> [Data shown]
▽

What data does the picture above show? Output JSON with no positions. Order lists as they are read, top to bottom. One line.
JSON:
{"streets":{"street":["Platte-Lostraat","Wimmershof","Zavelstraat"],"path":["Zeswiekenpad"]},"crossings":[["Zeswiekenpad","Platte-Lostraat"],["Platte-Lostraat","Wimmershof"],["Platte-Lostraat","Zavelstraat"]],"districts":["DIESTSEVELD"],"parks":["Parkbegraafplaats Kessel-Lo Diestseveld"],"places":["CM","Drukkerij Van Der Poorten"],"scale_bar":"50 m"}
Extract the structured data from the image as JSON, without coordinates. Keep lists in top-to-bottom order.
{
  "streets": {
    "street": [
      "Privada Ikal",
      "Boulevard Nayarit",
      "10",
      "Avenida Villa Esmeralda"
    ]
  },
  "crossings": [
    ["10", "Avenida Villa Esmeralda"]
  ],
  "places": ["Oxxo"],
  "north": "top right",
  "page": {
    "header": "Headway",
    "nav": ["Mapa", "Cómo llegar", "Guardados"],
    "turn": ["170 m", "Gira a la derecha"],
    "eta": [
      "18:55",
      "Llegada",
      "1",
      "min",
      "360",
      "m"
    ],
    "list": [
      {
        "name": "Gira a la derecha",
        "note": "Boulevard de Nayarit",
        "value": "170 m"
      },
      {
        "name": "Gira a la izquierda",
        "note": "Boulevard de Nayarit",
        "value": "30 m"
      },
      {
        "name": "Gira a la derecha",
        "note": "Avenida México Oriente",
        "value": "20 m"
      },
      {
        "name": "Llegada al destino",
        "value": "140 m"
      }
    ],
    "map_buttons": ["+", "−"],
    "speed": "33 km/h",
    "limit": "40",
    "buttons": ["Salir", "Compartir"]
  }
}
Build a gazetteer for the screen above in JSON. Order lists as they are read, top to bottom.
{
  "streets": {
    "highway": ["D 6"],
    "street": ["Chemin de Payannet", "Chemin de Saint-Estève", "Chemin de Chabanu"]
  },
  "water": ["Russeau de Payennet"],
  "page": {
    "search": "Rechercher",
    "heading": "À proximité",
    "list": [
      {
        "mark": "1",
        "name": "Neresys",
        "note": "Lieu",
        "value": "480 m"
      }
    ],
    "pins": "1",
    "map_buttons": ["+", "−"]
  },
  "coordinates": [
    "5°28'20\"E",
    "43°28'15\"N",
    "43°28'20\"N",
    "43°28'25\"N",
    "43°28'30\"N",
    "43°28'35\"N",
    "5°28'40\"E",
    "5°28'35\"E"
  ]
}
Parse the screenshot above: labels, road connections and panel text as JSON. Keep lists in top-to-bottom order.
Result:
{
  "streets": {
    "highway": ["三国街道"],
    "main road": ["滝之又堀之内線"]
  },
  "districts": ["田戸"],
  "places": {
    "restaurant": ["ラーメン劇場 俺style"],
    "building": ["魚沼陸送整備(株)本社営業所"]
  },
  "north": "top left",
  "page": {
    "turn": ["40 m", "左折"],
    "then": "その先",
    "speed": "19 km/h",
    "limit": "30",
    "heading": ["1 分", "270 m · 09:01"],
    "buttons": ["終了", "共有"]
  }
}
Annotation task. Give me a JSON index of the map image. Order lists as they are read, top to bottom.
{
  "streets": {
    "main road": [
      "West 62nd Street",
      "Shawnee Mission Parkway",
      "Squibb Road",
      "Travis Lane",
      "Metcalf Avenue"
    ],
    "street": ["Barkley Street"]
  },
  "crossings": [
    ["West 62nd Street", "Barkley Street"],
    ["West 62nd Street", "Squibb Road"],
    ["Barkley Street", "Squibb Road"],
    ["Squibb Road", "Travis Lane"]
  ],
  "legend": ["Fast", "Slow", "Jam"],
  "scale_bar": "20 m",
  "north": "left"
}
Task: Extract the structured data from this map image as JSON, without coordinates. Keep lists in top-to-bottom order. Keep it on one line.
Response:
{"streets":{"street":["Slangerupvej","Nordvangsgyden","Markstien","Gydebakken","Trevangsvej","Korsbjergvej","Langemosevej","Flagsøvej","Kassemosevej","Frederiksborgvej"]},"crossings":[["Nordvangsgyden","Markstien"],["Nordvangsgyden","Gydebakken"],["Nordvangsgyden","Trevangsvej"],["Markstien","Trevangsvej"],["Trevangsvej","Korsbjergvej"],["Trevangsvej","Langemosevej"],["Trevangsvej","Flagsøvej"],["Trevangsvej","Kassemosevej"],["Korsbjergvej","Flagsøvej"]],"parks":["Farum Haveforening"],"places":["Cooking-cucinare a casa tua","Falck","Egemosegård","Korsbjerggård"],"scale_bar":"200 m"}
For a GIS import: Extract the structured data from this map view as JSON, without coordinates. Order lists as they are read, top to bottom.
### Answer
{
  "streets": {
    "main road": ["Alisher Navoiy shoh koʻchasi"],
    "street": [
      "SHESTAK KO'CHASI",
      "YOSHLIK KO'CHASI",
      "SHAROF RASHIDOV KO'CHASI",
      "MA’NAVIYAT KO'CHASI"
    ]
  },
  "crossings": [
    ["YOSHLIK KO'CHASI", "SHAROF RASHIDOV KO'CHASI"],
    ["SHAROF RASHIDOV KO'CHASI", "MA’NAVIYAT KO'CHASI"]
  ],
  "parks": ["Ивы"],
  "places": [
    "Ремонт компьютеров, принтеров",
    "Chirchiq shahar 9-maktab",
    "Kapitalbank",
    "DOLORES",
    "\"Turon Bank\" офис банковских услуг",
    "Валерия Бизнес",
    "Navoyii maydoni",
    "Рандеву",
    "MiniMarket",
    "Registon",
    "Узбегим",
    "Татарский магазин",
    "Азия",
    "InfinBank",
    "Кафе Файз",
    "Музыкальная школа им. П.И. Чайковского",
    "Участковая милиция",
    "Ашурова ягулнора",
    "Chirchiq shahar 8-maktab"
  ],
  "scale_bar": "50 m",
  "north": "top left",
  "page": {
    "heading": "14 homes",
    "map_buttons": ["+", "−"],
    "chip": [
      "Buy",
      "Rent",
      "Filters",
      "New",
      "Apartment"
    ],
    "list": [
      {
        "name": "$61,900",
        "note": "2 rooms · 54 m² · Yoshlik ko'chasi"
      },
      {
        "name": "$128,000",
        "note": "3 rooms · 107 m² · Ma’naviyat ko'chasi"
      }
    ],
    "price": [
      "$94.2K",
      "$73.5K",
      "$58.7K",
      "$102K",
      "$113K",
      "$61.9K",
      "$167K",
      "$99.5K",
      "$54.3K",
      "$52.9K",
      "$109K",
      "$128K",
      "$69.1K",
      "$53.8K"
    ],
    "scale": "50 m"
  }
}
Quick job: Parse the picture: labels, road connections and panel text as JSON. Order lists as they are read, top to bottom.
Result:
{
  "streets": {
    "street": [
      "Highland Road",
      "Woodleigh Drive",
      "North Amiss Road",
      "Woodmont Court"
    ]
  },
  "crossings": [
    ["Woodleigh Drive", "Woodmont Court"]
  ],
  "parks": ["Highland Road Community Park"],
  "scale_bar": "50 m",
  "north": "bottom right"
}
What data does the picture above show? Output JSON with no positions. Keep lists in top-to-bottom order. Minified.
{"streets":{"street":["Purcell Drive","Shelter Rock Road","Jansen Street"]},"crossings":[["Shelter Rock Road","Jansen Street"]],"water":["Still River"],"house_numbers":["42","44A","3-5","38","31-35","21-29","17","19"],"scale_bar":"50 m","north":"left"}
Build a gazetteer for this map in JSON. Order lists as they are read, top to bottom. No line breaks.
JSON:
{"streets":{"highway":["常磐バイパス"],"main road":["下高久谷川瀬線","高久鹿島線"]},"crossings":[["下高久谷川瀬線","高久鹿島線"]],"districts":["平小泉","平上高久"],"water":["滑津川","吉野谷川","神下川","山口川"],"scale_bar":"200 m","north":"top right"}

△

> [Work instruction] Your answer should hold exactly the lines from the one containing "top-to-bottom order. Minified." through the end of the entries above, and nothing else.

> [Solution to this exercise]
What data does the picture above show? Output JSON with no positions. Keep lists in top-to-bottom order. Minified.
{"streets":{"street":["Purcell Drive","Shelter Rock Road","Jansen Street"]},"crossings":[["Shelter Rock Road","Jansen Street"]],"water":["Still River"],"house_numbers":["42","44A","3-5","38","31-35","21-29","17","19"],"scale_bar":"50 m","north":"left"}
Build a gazetteer for this map in JSON. Order lists as they are read, top to bottom. No line breaks.
JSON:
{"streets":{"highway":["常磐バイパス"],"main road":["下高久谷川瀬線","高久鹿島線"]},"crossings":[["下高久谷川瀬線","高久鹿島線"]],"districts":["平小泉","平上高久"],"water":["滑津川","吉野谷川","神下川","山口川"],"scale_bar":"200 m","north":"top right"}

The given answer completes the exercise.